Tim Philippe, César Laloux, Antoine Meersseman et Diego Leyder |
En 2011 vous sortiez votre premier 45 tours. En 2013, vous
avez publié Wounded pour le Record
Store Day, et cette année c’est My Head
Is Into You qui est paru pour l’occasion. Pourquoi cet attachement
particulier pour le vinyle ?
Antoine : Ce n’est pas vraiment une question de son,
mais plutôt une question d’objet. Déjà, c’était chouette de marquer le coup
pour le Record Store Day. C’est l’occasion de sortir des éditions plus limitées
avec des graphismes un peu différents et de s’amuser. Etant donné la dématérialisation
de la musique actuellement, sortir juste un disque, ça devient pas hyper
attractif. Les gens savent trouver la musique n’importe où, donc le but c’est
de proposer un objet de qualité. En fait, tu te dis : « je vais peut-être jamais le foutre sur ma
platine, mais j’ai juste envie d’avoir un beau visuel en grand, quelque chose
qui soit classe et soigné ». Les premiers vinyles qu’on voulait faire,
c était des sérigraphies qu’on a pliées et numérotées à la main. Ça ne donne
pas l’impression d’acheter un bout de plastique qui sort de l’usine.

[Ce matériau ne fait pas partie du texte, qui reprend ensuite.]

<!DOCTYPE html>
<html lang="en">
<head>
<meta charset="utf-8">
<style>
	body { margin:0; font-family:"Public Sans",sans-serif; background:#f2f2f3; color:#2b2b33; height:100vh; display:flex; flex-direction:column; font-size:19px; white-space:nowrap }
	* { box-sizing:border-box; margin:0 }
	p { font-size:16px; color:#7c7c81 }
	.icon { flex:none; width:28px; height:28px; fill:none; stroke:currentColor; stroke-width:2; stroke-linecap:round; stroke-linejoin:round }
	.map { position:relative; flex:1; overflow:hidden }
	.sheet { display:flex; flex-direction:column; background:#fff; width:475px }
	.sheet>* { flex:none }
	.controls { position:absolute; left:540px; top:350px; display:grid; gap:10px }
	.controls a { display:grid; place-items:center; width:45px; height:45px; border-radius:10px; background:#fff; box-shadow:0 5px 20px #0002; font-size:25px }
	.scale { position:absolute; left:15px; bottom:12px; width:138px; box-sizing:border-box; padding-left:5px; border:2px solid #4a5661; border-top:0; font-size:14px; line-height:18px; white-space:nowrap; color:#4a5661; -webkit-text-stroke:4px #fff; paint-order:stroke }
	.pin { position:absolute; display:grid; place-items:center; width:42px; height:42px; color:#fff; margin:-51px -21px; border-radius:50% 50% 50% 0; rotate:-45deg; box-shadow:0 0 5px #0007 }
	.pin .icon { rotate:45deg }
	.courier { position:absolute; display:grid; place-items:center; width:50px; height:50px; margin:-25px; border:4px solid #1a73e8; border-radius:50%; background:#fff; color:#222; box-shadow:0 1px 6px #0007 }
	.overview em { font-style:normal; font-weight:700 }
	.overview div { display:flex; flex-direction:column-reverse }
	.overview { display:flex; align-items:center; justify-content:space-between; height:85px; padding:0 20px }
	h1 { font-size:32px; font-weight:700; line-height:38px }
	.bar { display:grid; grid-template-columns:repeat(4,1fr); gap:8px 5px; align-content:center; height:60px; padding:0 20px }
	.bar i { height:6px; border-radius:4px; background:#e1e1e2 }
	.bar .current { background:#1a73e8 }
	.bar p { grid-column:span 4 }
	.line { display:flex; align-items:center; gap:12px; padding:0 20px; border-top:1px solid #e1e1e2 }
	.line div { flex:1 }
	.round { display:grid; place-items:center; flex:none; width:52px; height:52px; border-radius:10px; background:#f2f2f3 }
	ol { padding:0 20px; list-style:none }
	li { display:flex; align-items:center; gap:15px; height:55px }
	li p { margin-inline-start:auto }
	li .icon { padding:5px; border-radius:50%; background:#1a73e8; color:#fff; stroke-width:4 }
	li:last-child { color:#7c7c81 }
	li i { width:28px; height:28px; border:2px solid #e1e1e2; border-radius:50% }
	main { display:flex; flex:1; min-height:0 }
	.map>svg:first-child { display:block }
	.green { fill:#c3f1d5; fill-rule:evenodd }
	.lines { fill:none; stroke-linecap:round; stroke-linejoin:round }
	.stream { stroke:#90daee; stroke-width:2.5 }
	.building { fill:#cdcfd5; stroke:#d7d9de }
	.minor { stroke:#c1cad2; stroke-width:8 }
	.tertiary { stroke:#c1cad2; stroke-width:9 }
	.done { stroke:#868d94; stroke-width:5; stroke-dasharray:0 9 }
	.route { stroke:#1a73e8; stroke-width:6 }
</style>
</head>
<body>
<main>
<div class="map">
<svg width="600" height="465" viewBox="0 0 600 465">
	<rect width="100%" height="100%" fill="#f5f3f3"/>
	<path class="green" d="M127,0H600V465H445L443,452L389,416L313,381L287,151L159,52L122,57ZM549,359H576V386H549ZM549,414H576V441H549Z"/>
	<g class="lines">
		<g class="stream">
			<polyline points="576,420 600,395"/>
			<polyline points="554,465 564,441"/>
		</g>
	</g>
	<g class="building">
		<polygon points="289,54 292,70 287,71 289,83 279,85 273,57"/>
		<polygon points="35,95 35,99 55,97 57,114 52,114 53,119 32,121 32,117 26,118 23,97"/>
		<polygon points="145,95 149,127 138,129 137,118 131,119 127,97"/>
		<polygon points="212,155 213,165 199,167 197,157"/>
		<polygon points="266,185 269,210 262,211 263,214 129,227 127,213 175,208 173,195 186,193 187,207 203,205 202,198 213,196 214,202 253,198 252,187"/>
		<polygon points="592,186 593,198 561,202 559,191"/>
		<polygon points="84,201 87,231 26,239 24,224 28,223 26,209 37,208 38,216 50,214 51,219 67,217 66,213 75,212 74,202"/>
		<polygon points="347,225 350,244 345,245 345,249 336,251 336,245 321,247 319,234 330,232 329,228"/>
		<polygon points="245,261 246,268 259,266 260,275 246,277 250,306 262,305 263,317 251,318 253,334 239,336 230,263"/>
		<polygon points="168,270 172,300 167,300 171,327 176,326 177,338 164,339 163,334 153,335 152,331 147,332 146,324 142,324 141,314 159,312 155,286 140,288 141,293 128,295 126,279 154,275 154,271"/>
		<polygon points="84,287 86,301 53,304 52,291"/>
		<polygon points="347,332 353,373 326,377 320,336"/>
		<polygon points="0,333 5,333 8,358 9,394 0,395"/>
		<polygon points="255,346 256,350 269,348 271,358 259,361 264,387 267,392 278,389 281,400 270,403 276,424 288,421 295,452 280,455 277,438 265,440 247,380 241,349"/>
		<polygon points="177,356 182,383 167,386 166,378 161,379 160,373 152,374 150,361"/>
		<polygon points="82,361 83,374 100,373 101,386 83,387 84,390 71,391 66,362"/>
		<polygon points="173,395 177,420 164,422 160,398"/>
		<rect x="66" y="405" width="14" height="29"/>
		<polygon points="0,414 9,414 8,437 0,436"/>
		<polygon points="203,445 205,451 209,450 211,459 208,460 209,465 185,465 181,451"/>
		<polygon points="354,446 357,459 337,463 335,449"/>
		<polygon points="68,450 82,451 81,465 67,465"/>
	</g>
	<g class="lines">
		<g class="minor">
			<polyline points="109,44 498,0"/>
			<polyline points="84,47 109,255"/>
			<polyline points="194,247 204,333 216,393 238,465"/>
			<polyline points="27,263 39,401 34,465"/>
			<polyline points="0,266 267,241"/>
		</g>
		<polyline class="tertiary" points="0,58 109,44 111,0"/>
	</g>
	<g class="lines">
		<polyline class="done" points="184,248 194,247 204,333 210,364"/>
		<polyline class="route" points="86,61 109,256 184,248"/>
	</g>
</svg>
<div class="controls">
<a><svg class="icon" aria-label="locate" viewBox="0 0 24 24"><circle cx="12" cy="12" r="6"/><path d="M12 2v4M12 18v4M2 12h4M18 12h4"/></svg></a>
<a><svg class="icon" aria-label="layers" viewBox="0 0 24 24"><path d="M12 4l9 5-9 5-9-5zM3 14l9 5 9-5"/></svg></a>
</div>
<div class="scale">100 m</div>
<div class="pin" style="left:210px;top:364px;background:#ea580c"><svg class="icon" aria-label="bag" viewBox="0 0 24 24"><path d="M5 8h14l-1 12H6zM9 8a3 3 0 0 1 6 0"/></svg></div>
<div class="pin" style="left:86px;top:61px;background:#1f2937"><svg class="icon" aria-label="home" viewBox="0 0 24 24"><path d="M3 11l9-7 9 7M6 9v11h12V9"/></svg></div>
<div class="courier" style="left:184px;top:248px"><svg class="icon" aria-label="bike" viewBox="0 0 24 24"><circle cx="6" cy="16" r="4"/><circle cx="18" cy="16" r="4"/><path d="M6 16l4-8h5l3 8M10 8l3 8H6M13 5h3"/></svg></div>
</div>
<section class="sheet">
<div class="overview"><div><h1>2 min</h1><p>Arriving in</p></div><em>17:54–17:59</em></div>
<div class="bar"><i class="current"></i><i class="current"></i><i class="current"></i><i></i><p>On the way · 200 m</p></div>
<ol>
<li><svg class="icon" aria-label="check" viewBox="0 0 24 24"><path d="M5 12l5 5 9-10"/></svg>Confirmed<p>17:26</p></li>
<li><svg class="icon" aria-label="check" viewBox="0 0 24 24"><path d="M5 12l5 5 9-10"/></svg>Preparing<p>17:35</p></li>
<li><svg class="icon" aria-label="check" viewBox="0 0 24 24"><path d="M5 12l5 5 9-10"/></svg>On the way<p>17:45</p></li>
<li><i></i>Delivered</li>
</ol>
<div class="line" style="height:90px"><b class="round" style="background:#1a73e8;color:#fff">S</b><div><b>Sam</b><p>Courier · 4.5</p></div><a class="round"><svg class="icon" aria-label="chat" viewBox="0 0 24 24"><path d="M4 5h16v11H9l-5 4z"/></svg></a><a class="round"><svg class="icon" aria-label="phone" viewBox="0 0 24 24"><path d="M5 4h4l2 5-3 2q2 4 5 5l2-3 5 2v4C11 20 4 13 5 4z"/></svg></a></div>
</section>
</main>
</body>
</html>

Tim : On aime bien le côté home made. On avait bien
plié nos petits cartons, on avait même écrit les codes de téléchargement à la
main…
Antoine : Avec plein de fautes !
Tim : On devait aller vite, et parfois tu as un 5 et tu
le confonds avec un S…
Antoine : Des dizaines de personnes nous ont écrit pour
nous redemander les codes !
Quelle est
l’histoire de My Head is Into You?
Antoine : C’était une idée que tu avais commencée, avec
des accords et des voix super triturées. On a retravaillé la rythmique pour en
faire quelque chose de plus lourd et de « hip hop ». On a vraiment
travaillé ensemble le côté super ample de la fin. On avait le début et le pont,
il nous manquait toute la fin, qu’on a retravaillée lors d’une session à la
campagne tous ensemble dans un petit local.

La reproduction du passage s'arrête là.